• **What to do**
Please copy, exactly as they appear below, the lines from the one containing "function trace(path, color, width, dash)" through the one containing "c.setLineDash([]);".

■ ■ ■ ■

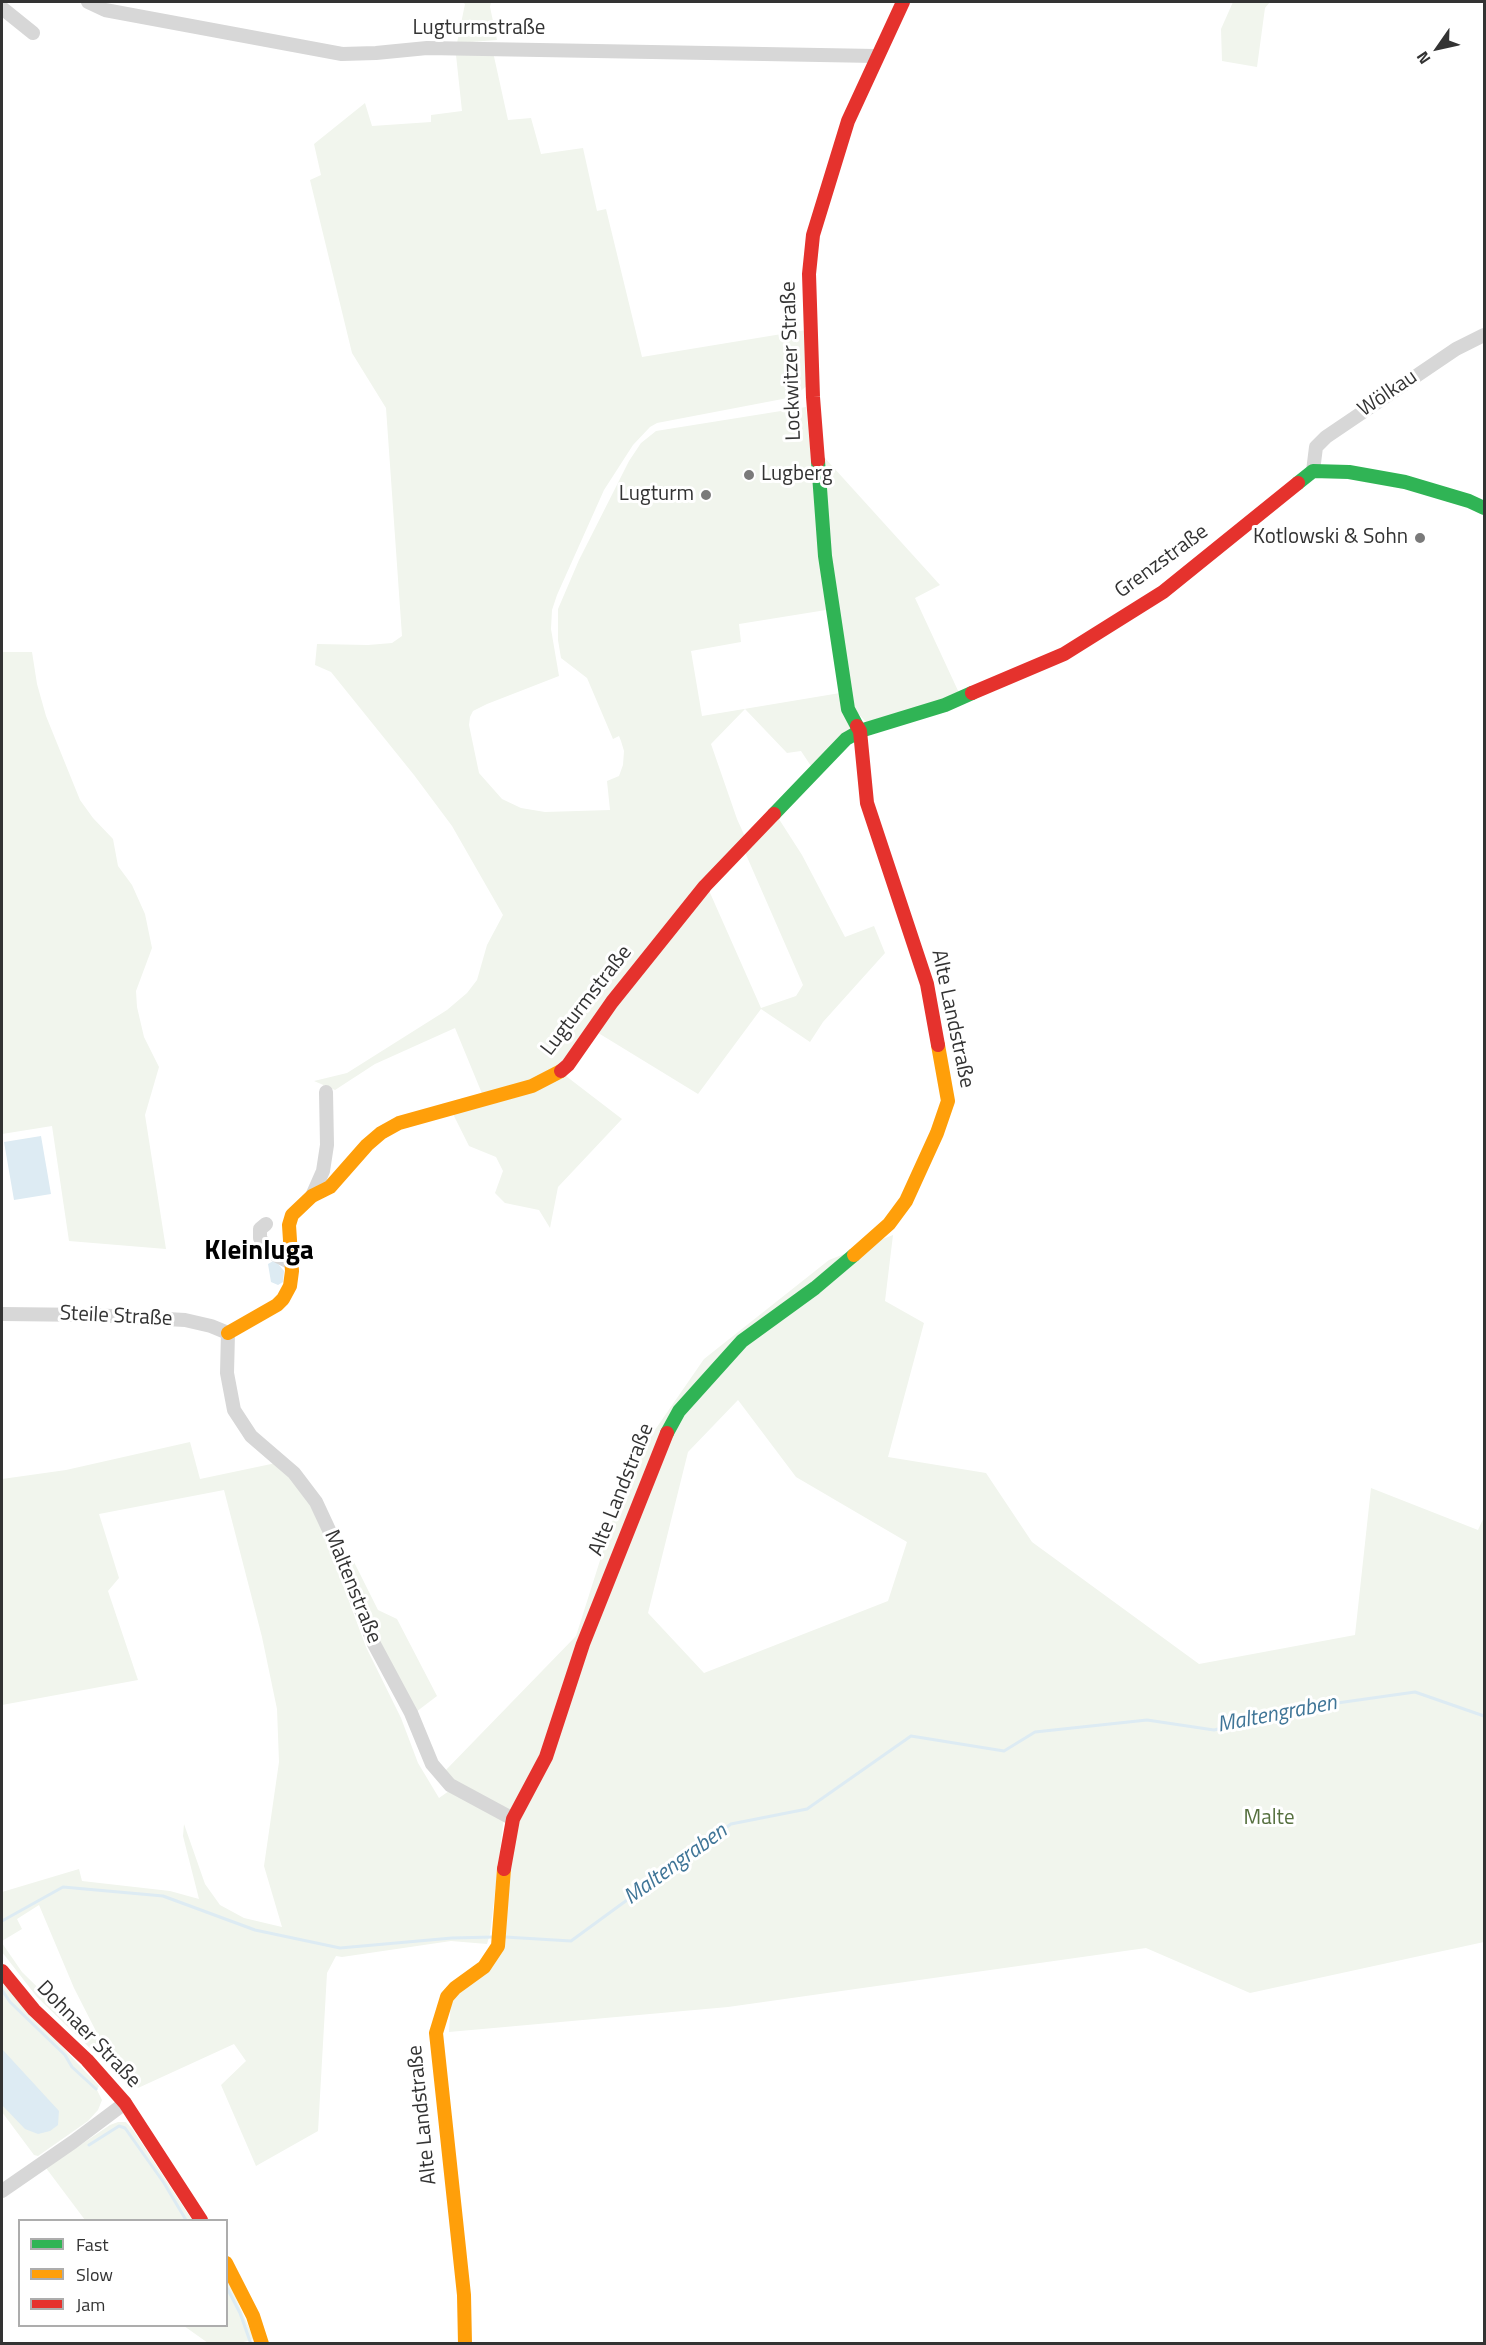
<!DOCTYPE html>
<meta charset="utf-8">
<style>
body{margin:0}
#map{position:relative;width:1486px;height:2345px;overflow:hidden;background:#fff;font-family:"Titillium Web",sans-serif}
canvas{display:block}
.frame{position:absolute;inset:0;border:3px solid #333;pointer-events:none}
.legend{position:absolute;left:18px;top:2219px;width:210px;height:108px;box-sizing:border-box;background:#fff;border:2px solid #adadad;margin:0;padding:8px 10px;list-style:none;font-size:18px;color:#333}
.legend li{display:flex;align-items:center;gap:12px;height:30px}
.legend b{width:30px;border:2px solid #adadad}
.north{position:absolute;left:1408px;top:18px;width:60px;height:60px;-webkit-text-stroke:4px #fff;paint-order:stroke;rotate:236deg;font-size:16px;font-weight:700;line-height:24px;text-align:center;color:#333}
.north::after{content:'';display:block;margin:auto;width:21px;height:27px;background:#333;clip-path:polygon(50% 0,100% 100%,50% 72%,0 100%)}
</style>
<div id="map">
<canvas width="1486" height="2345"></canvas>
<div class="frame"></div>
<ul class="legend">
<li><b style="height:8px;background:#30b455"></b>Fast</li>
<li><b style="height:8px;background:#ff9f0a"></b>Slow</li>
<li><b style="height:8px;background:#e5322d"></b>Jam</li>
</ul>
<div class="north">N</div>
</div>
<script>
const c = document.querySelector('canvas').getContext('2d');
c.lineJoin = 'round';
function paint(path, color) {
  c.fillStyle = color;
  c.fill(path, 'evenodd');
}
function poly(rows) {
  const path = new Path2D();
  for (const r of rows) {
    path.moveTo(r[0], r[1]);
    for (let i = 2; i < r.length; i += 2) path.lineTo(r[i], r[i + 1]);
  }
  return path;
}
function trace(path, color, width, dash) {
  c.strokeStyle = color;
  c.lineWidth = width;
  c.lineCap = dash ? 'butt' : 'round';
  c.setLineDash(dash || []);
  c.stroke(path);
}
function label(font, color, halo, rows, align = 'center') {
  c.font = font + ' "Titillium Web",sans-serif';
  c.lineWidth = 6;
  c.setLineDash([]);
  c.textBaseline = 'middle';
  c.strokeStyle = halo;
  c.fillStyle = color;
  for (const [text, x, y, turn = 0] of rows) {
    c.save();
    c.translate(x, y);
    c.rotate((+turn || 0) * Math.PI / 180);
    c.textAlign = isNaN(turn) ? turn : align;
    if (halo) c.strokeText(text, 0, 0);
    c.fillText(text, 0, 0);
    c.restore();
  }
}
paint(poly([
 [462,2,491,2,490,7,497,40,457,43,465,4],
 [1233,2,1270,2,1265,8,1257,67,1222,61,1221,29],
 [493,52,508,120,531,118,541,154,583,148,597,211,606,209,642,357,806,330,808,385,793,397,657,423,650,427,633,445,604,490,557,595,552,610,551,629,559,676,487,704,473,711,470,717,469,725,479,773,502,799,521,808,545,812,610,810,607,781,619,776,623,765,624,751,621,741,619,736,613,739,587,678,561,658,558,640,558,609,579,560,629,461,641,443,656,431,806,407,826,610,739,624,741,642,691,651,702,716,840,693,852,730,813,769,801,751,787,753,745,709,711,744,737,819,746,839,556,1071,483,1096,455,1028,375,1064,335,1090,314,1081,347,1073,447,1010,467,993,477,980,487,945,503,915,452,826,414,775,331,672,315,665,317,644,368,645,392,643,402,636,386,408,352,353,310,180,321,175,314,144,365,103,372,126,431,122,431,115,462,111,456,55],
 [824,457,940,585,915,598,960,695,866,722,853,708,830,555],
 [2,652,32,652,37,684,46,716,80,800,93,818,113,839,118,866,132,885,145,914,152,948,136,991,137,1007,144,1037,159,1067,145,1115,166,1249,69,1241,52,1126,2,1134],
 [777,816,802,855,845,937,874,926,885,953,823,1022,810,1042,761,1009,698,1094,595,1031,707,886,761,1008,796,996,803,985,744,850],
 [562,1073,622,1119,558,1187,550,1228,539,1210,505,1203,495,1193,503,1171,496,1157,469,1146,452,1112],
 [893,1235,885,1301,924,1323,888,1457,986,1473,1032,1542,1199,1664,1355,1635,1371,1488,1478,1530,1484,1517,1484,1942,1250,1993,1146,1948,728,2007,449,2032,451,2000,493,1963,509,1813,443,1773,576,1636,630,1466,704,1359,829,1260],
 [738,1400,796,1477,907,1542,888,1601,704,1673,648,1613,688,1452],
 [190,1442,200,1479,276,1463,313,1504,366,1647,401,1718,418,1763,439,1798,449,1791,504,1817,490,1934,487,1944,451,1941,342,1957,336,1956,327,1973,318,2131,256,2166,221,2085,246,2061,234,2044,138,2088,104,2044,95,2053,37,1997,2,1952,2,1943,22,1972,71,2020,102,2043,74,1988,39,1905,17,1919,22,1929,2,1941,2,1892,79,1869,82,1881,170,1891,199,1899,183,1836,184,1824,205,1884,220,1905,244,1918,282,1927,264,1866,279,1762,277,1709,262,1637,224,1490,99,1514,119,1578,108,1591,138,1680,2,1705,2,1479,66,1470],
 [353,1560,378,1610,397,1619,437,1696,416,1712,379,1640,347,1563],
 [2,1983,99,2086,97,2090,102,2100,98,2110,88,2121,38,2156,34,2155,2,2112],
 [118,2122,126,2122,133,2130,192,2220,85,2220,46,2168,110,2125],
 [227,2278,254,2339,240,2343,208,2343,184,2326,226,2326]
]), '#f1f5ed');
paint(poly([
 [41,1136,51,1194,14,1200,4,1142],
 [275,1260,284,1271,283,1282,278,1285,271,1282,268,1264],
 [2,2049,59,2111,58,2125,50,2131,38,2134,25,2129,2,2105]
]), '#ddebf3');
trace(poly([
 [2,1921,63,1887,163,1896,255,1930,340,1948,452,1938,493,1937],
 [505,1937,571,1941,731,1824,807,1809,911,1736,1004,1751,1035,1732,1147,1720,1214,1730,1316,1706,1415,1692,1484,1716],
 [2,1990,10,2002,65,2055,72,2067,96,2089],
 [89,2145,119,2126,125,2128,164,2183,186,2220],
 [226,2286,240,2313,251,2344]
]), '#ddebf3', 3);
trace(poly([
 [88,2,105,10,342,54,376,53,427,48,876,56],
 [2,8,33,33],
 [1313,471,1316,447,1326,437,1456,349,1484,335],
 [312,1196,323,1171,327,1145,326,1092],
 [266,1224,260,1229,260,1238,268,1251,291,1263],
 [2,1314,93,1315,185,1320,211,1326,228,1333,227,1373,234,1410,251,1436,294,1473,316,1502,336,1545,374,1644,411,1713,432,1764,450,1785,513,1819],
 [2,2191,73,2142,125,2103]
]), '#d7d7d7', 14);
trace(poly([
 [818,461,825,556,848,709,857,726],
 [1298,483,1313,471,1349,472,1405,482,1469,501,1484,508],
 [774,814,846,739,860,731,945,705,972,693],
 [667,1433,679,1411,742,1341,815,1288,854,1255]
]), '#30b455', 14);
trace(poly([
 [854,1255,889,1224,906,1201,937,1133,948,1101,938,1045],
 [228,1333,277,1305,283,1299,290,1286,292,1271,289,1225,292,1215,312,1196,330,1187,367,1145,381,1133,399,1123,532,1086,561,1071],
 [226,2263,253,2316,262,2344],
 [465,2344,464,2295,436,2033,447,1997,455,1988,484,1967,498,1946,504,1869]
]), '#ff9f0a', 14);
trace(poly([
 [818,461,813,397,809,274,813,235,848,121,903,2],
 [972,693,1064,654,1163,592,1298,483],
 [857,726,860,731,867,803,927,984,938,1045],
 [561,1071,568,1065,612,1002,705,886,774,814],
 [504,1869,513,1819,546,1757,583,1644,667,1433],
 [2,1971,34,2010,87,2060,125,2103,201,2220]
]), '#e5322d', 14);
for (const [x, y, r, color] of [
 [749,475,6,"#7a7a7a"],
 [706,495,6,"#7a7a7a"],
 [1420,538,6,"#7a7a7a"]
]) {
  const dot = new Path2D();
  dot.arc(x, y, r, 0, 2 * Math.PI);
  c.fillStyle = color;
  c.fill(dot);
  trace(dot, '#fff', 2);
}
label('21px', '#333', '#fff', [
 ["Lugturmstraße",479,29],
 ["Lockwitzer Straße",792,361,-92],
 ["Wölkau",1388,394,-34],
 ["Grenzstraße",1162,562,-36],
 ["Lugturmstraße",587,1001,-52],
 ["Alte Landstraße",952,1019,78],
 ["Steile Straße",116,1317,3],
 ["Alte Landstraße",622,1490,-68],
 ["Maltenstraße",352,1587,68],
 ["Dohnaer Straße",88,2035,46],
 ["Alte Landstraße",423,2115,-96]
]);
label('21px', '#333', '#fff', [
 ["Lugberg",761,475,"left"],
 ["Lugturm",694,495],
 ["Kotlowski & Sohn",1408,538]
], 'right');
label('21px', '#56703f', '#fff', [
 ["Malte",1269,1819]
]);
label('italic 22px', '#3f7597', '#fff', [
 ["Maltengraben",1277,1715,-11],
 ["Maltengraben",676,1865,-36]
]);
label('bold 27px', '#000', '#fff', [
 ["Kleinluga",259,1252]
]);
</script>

■ ■ ■ ■

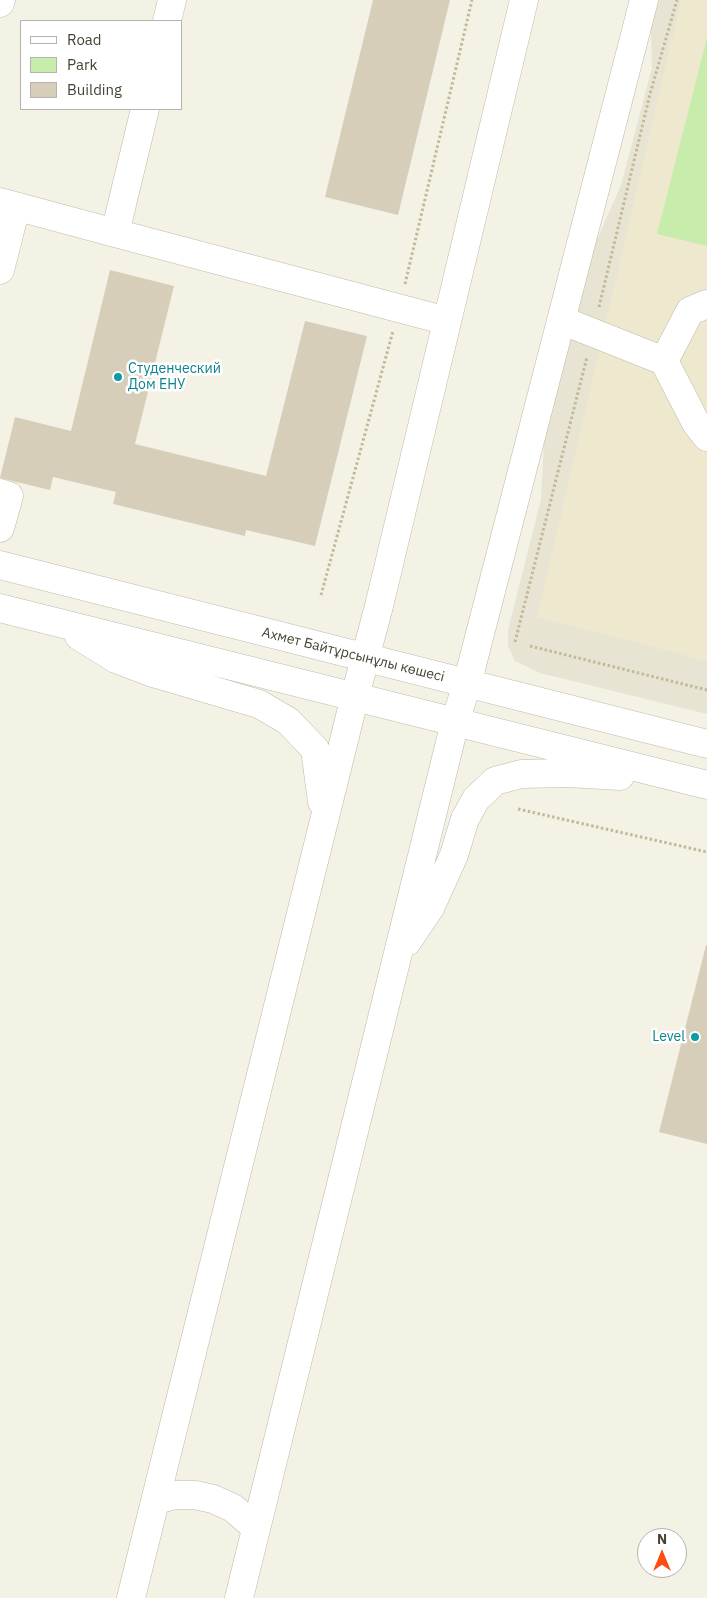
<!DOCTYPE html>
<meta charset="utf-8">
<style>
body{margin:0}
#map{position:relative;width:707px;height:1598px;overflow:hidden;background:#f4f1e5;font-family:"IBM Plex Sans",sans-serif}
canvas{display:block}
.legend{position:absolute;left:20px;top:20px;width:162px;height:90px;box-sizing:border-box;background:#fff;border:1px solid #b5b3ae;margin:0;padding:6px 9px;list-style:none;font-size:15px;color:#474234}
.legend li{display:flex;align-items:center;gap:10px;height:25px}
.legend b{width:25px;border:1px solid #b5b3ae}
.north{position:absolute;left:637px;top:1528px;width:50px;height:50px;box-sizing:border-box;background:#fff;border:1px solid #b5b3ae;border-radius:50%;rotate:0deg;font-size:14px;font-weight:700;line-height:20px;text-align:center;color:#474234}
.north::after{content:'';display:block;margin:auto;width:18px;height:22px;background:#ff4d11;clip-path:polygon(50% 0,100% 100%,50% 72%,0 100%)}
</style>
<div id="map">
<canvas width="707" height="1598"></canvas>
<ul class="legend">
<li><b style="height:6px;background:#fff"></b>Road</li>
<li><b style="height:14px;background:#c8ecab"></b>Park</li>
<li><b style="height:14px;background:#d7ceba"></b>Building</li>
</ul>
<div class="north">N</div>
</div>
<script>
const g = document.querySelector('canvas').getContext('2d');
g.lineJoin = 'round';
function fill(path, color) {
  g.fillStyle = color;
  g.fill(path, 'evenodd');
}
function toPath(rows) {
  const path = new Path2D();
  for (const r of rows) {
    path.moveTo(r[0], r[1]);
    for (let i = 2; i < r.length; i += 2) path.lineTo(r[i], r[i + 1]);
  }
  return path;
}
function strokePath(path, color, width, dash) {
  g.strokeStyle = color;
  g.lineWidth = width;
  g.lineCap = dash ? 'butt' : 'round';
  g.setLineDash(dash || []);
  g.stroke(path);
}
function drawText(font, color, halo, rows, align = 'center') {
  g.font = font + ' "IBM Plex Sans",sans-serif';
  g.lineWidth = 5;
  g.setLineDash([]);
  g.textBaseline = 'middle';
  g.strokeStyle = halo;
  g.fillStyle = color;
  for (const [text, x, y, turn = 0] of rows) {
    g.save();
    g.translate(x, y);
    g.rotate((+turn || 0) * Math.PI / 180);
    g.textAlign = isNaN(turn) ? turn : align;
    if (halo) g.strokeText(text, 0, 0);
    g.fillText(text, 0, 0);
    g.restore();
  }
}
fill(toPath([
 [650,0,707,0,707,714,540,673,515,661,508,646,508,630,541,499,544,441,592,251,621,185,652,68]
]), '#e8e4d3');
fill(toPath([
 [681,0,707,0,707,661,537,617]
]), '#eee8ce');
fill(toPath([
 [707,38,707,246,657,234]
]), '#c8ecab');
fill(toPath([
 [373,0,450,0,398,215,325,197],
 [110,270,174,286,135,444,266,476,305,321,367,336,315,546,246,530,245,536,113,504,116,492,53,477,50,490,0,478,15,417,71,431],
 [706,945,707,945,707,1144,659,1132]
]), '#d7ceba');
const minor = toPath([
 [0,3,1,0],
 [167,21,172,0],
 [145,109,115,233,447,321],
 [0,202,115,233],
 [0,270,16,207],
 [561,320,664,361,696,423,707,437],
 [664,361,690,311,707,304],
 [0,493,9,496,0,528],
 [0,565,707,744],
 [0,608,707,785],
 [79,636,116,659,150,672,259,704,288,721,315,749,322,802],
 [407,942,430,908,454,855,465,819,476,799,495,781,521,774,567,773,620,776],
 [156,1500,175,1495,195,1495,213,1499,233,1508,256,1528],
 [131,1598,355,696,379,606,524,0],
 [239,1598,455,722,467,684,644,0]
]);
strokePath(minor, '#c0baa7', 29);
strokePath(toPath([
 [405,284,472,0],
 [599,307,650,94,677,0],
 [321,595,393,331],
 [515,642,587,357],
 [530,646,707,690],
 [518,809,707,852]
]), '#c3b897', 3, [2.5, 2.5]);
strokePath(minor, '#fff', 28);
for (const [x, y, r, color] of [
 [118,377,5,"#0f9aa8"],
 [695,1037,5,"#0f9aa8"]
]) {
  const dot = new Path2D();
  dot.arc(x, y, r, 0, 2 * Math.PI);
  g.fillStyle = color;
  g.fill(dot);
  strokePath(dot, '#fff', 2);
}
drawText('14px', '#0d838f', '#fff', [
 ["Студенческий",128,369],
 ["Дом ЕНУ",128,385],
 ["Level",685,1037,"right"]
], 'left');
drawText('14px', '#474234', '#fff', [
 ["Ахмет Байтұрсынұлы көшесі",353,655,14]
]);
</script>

■ ■ ■ ■

• **Solution to this task**
function trace(path, color, width, dash) {
  c.strokeStyle = color;
  c.lineWidth = width;
  c.lineCap = dash ? 'butt' : 'round';
  c.setLineDash(dash || []);
  c.stroke(path);
}
function label(font, color, halo, rows, align = 'center') {
  c.font = font + ' "Titillium Web",sans-serif';
  c.lineWidth = 6;
  c.setLineDash([]);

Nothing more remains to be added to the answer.